Immortals: Fenyx Rising, Ubisoft’s latest in a long lineage of open-world titles, does nothing to break the publisher’s established formula that it has been working on for over a decade.
While there’s an overwhelming sense of familiarity about it, its unique charm makes its lack of mechanical imagination less of an issue than it at first appears.
A Long Way From Home
Immortals is almost always colourful
Waking up on a mysterious beach following a shipwreck, players take control of the titular Fenyx – a rookie soldier that can be male or female.
Claiming their brother’s sword, Fenyx’s journey takes him or her across gorgeous themed islands to battle Typhon – a fiery titan looking to rid the world of the Gods of Olympus.
Along the way, you’ll meet deities of the Greek pantheon and earn new abilities and weapons with which to take on Typhon’s minions.
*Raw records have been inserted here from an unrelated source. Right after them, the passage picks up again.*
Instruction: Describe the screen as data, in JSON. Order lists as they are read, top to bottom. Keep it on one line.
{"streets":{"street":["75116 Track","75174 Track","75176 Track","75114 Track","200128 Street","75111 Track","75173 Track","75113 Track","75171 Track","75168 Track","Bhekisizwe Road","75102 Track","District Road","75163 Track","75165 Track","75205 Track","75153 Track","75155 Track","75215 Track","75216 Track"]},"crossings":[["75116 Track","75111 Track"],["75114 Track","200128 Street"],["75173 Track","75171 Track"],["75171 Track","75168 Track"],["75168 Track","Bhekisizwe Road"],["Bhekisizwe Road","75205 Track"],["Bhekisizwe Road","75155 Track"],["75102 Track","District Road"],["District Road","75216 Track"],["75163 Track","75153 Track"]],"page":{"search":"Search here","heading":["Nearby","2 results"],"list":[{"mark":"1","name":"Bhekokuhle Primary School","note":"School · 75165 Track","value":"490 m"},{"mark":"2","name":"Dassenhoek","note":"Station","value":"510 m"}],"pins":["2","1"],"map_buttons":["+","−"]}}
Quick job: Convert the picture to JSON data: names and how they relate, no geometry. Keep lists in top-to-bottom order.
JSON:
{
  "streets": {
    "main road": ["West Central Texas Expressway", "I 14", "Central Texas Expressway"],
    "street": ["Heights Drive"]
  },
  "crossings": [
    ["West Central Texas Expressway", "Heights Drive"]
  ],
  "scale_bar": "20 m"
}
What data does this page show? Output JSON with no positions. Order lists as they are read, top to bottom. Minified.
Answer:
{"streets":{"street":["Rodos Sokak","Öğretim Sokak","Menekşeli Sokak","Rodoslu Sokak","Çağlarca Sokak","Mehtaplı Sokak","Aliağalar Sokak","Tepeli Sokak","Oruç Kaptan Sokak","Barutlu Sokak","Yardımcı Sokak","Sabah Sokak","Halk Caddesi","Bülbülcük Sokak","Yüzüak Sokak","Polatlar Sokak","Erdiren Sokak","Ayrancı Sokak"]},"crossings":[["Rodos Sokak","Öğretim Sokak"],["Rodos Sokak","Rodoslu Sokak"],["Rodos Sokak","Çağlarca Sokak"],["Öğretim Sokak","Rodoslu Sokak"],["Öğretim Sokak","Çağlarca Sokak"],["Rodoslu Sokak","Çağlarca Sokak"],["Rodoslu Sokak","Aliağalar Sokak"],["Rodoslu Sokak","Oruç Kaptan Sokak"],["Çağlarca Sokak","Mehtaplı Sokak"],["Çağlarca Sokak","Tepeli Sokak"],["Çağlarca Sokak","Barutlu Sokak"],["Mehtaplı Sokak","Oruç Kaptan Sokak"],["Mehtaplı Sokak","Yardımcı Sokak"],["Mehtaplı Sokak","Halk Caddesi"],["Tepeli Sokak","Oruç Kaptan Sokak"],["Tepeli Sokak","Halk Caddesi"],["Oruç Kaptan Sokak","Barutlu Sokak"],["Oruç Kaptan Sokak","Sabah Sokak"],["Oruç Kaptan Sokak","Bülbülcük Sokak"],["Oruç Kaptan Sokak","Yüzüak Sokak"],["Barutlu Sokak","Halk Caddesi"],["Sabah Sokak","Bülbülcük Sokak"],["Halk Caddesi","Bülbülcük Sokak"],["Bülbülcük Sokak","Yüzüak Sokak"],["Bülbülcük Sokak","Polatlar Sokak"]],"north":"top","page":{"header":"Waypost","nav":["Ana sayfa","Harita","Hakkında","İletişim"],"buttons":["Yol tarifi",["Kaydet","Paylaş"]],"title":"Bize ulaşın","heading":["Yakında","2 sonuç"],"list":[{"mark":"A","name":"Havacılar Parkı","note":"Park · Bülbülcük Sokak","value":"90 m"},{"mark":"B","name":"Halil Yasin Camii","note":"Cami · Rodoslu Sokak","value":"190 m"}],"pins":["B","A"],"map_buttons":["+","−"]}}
The pacing here is excellent, with each upgrade facilitating a “I’ll play for a bit longer” mentality that pushes you from one quest to the next.
Combat is excellent
One of the best parts of Immortals is its combat. While it starts simply, with both quick and heavy attacks and a bow for ranged engagements, it begins to open up as Fenyx gains more of the mythical upgrades strewn throughout the world, and doled out as rewards.
Before long you’ll be parrying some attacks, dodging unblockable ones, and unleashing new skill tree paths.
There are impressive RPG systems, too, with a gear system that offers just enough complexity to be able to flexibly tweak Fenyx’s playstyle without being too obtuse for a relative newcomer.
…Not a Deep Thinker
Less successful are the game’s exploration and puzzle-solving mechanics. With a climbing system that’s more than a tip of the cap to Breath of the Wild, Ubisoft’s open-world is gorgeous – but it never feels like you’re left to discover anything by yourself.
Map markers are all over the world once you scan them with Fenyx’s Far-sight ability, but it makes everything feel less like an unexpected discovery and more like a box-ticking exercise.
Similarly, puzzles rarely boil down to anything other than placing items to open doors. Sometimes it’s boulders, sometimes it’s crates, and sometimes it’s flaming arrows to light braziers, but it’s all variations on a theme that feels well worn by the time you reach the game’s conclusion.
Gods and Monsters
Areas are varied, with different biomes to explore
While Fenyx him or herself is very much a cypher for players and lacking in discernible personality, the rest of the cast fares much better.
Despite being built on the formidable, lore-filled skeleton of Ancient Greek mythology, the overall aesthetic of Immortals is closer to a Dreamworks animation.
Characters have large, expressive eyes, occasionally over-the-top accents, and plenty of jokes courtesy of co-narrators Zeus and Prometheus.
While I enjoyed their back and forth bantering and the overall levity of the adventure for the most part, I did feel their constant ribbing of each other felt a little misplaced in more emotional sections.
Elsewhere, Hermes is great fun, offering a cheeky wit and the occasional prank throughout your journey. I relished the chance to bump into these characters, even when they didn’t have a new upgrade for me to earn.
While lacking in originality, Immortals: Fenyx Rising is an exuberant adventure that crams plenty of familiar heroes and Gods into a vibrant open world.
It would have been nicer to be able to stumble upon its secrets in a less obvious way, but it’s one of the most pleasant surprises of 2020.